Emmanuel Macron propose une journée mensuelle sans connexion pour les jeunes

Le jeudi 16 avril 2026, lors d’une visite à la Cité internationale de la langue française à Villers-Cotterêts, le président Emmanuel Macron a exprimé son souhait d’instaurer une « journée sans connexion » mensuelle pour les jeunes.
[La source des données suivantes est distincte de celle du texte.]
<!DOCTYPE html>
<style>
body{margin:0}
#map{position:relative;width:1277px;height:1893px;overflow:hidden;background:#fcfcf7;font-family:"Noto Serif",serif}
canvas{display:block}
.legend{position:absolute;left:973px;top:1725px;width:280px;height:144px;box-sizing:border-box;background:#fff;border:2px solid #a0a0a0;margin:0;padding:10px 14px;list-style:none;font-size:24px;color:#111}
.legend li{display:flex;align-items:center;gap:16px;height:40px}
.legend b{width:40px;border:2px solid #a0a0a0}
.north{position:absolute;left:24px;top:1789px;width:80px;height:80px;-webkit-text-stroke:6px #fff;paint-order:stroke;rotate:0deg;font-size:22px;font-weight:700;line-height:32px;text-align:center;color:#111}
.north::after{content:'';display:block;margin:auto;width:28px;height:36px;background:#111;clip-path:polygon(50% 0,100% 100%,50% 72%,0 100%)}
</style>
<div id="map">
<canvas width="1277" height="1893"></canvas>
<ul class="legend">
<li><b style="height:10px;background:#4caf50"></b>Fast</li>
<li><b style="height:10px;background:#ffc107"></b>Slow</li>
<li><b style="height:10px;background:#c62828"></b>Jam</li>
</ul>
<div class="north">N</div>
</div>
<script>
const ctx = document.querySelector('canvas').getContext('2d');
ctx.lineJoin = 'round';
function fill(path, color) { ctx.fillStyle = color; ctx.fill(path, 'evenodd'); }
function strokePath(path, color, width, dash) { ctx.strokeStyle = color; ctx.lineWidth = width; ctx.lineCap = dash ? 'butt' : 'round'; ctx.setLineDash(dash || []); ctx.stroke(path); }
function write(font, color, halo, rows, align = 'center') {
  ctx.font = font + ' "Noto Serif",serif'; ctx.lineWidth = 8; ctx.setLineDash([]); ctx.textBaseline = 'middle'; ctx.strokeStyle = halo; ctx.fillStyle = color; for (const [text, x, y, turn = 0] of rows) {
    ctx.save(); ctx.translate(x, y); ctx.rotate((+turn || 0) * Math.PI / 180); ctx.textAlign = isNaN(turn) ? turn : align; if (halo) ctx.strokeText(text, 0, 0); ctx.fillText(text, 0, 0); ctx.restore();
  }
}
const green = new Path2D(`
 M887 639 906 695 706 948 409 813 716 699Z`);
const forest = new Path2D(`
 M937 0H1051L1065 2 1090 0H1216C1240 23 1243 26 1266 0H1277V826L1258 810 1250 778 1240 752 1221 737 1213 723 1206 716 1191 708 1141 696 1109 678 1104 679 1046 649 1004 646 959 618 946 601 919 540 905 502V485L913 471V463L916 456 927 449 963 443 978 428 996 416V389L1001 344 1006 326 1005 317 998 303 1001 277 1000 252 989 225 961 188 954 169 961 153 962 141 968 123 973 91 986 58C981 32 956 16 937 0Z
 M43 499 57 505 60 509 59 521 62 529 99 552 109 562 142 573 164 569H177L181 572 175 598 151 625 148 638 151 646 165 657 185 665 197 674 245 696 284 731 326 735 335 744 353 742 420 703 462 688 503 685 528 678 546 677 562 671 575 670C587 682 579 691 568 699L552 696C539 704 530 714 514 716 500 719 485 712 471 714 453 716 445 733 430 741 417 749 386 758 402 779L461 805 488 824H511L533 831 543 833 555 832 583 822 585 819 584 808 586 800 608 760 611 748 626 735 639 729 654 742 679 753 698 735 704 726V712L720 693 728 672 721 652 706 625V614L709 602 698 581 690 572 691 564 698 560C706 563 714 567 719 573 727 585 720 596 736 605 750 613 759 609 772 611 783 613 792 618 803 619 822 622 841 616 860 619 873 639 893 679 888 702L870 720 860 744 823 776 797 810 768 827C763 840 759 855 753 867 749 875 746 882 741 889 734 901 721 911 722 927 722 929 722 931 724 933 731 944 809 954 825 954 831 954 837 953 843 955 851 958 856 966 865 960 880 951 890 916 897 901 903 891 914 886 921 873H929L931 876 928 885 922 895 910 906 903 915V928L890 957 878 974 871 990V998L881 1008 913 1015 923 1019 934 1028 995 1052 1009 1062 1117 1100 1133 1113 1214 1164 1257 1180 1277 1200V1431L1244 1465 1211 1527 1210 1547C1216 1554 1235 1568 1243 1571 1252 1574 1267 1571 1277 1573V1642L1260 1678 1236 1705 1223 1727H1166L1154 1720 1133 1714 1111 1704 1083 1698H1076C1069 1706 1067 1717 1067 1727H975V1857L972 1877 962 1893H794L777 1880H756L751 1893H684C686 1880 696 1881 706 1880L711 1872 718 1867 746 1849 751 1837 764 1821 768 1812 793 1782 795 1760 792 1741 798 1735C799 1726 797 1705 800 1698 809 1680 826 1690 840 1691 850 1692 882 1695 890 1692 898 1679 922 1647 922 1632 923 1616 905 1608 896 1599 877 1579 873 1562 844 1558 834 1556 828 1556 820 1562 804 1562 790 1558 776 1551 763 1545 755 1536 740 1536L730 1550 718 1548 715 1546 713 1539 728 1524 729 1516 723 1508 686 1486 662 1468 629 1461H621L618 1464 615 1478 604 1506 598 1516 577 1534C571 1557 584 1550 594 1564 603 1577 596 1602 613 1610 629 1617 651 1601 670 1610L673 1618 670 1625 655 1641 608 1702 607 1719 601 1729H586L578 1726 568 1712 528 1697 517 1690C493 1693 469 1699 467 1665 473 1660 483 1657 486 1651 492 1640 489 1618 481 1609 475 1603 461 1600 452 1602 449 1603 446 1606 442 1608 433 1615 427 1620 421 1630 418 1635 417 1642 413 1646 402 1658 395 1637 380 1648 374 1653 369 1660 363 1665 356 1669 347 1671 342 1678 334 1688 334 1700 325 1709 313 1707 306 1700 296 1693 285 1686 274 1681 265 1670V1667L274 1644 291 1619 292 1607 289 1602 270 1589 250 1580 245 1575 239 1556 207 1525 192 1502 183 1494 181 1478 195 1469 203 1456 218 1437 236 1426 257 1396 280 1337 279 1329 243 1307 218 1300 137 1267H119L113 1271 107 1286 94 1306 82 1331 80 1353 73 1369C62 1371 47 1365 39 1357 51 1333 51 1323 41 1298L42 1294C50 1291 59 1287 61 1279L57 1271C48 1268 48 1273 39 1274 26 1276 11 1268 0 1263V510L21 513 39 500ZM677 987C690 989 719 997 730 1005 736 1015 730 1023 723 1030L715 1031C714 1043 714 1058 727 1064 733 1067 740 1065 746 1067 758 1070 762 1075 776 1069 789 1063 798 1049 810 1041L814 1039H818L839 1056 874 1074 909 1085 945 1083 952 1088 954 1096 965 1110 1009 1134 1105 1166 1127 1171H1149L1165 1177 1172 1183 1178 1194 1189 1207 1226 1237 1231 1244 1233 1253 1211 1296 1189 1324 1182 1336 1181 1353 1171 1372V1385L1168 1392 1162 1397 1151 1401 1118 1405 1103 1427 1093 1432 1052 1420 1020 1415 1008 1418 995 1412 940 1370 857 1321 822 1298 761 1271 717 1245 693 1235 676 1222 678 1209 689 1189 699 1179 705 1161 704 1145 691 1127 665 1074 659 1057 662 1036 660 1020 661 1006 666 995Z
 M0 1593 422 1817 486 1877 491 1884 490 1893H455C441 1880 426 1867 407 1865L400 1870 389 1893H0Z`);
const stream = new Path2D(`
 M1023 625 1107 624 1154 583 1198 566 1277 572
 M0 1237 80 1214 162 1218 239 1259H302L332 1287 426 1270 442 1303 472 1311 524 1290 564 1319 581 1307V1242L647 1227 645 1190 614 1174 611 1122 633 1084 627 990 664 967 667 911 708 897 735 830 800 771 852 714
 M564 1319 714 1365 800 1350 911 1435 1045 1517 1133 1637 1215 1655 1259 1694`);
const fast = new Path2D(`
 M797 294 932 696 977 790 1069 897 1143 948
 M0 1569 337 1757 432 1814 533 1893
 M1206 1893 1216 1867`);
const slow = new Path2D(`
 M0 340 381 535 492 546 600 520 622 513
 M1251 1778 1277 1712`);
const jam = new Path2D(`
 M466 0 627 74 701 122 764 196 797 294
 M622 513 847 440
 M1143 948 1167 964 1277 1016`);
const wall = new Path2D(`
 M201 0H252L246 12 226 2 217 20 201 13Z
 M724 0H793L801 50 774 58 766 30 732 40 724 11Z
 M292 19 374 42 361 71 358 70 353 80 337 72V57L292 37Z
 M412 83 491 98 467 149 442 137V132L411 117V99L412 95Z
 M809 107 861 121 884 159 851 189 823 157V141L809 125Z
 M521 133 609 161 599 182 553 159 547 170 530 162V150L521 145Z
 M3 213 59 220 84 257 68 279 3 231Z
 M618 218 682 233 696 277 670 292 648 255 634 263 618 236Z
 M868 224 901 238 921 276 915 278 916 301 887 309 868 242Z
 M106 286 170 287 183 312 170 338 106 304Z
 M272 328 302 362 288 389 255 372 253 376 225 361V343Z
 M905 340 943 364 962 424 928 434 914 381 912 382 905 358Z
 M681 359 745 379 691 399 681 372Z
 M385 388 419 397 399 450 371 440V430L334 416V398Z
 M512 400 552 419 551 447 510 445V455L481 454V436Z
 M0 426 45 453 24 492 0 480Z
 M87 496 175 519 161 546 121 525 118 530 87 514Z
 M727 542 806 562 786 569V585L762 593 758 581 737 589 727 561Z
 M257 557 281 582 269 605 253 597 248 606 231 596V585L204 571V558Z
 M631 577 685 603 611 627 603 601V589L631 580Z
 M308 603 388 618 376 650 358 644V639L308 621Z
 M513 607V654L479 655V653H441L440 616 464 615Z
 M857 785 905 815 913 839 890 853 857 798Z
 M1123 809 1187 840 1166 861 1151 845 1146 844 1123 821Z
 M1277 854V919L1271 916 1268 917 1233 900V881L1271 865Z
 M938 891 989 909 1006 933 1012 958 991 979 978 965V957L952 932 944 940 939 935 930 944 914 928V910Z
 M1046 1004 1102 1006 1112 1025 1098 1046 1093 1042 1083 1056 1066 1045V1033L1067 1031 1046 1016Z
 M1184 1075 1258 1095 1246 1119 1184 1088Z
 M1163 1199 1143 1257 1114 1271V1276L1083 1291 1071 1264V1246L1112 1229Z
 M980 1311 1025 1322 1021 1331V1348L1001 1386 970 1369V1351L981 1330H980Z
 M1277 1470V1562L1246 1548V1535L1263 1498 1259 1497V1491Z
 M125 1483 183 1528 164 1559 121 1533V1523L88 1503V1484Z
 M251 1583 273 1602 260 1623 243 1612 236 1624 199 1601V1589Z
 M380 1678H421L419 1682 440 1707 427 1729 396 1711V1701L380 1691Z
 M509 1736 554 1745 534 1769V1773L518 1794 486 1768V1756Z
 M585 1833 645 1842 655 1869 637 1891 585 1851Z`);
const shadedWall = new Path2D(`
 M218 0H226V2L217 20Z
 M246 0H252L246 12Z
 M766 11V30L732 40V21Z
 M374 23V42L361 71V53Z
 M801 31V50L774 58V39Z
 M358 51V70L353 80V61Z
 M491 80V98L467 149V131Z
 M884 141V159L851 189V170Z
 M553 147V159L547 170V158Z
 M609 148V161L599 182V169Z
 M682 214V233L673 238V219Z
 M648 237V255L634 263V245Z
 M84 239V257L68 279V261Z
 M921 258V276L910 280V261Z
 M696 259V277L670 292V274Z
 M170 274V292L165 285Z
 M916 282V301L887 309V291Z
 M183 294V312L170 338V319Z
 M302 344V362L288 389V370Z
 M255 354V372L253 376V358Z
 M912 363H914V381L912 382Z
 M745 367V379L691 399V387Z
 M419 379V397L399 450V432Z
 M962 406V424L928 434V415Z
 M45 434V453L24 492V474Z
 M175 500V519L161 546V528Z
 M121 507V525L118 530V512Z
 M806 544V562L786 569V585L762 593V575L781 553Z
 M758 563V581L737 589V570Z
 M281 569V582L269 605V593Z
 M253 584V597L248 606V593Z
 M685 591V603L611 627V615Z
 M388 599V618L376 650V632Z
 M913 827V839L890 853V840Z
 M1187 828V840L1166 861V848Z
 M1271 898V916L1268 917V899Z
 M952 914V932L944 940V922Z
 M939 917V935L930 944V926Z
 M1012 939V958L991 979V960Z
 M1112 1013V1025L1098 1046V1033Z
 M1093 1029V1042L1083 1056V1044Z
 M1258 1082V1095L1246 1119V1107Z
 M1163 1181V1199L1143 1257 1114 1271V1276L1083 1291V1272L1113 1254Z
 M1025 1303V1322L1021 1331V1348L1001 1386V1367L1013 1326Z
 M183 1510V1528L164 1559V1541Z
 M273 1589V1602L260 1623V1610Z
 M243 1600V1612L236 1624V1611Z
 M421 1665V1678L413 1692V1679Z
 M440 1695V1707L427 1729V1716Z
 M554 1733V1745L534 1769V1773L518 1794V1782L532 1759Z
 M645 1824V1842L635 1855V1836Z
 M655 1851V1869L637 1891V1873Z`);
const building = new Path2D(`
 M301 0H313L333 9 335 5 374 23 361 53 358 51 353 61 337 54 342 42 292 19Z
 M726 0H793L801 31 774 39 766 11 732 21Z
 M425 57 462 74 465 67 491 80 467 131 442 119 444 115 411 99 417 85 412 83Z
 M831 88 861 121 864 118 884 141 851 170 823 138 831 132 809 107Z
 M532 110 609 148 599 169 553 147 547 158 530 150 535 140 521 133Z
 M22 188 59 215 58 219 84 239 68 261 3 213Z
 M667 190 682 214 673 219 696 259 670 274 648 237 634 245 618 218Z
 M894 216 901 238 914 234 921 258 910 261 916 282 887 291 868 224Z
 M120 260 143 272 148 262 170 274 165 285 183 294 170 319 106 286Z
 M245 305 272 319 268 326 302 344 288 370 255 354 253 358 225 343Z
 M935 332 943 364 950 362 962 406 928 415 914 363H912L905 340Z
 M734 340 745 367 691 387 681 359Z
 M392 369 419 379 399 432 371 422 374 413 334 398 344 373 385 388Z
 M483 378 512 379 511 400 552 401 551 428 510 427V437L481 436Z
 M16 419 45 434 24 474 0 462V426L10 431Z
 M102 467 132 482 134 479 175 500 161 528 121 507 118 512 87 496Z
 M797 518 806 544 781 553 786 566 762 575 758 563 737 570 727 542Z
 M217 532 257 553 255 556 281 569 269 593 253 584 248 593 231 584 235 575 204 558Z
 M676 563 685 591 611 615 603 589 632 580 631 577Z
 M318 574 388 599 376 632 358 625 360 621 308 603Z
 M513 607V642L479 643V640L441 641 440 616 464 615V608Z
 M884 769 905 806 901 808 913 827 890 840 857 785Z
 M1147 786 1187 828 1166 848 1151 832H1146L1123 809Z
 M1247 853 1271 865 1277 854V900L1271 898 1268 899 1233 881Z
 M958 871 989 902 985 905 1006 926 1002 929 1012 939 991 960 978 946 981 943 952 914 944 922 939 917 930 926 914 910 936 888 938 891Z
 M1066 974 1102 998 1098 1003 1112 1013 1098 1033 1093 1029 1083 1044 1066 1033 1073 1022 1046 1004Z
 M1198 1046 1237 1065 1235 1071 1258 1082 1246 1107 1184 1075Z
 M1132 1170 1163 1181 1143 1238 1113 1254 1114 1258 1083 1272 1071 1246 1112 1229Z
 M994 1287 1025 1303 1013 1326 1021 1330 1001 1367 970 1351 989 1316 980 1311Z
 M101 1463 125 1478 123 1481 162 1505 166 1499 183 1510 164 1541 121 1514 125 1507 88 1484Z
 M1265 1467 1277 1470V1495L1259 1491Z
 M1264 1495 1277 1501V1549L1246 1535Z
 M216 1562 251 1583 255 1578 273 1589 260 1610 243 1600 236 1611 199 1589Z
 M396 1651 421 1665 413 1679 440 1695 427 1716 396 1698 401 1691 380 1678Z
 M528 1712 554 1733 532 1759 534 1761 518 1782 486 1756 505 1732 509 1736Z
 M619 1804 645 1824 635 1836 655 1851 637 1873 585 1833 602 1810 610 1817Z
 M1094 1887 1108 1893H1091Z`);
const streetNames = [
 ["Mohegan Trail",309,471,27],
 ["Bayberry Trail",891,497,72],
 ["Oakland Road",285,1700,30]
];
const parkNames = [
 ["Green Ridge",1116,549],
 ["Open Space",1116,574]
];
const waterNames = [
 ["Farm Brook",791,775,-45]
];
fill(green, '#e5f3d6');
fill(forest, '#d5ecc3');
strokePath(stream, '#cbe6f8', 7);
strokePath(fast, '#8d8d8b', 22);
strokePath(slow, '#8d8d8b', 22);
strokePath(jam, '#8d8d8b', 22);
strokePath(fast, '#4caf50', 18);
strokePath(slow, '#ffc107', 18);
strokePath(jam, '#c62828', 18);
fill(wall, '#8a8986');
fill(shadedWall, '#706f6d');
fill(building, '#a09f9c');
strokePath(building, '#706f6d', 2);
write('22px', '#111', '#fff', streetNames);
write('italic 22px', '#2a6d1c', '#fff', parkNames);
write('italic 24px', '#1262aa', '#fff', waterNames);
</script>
L’objectif de cette initiative est d’encourager les adolescents à se tourner vers la lecture ou le sport, afin de retrouver « la vitalité de la vie réelle ». Cette annonce s’inscrit dans un cadre plus large, visant à discuter de l’interdiction des réseaux sociaux pour les enfants de moins de quinze ans lors d’une réunion de coordination européenne.

EN BREF

  • Macron propose une journée mensuelle sans connexion pour les jeunes.
  • Cette initiative vise à réduire l’usage des écrans et promouvoir des activités réelles.
  • Une réunion européenne sur l’interdiction des réseaux sociaux pour les moins de quinze ans est prévue.

Au cours de sa visite, le président Macron a participé à plusieurs ateliers avec des élèves, abordant des thèmes variés tels que la lecture, le théâtre et la bande dessinée. Ces activités ont été présentées comme des alternatives aux écrans, dans le cadre d’un « agenda positif » qu’il souhaite promouvoir, tout en préparant le terrain pour de futures interdictions.

Il a également souligné les effets néfastes des écrans sur le développement personnel des jeunes, affirmant que le temps passé sur les réseaux sociaux est « du temps volé ». Lors d’une interaction avec des collégiens, il a utilisé le terme grec « pharmakon » pour décrire les écrans, les qualifiant à la fois de « médicament » et de « poison », en soulignant leur potentiel éducatif mais aussi leur capacité à créer une addiction.

Face à la solitude et à l’inattention causées par l’utilisation excessive des écrans, Emmanuel Macron a plaidé pour que les jeunes puissent, au moins une fois par mois, vivre sans connexion. Cette idée a été accueillie par le ministre de l’Éducation, Edouard Geffray, qui a exprimé son intention de mener une concertation pour mettre en œuvre cette initiative dès la rentrée de septembre.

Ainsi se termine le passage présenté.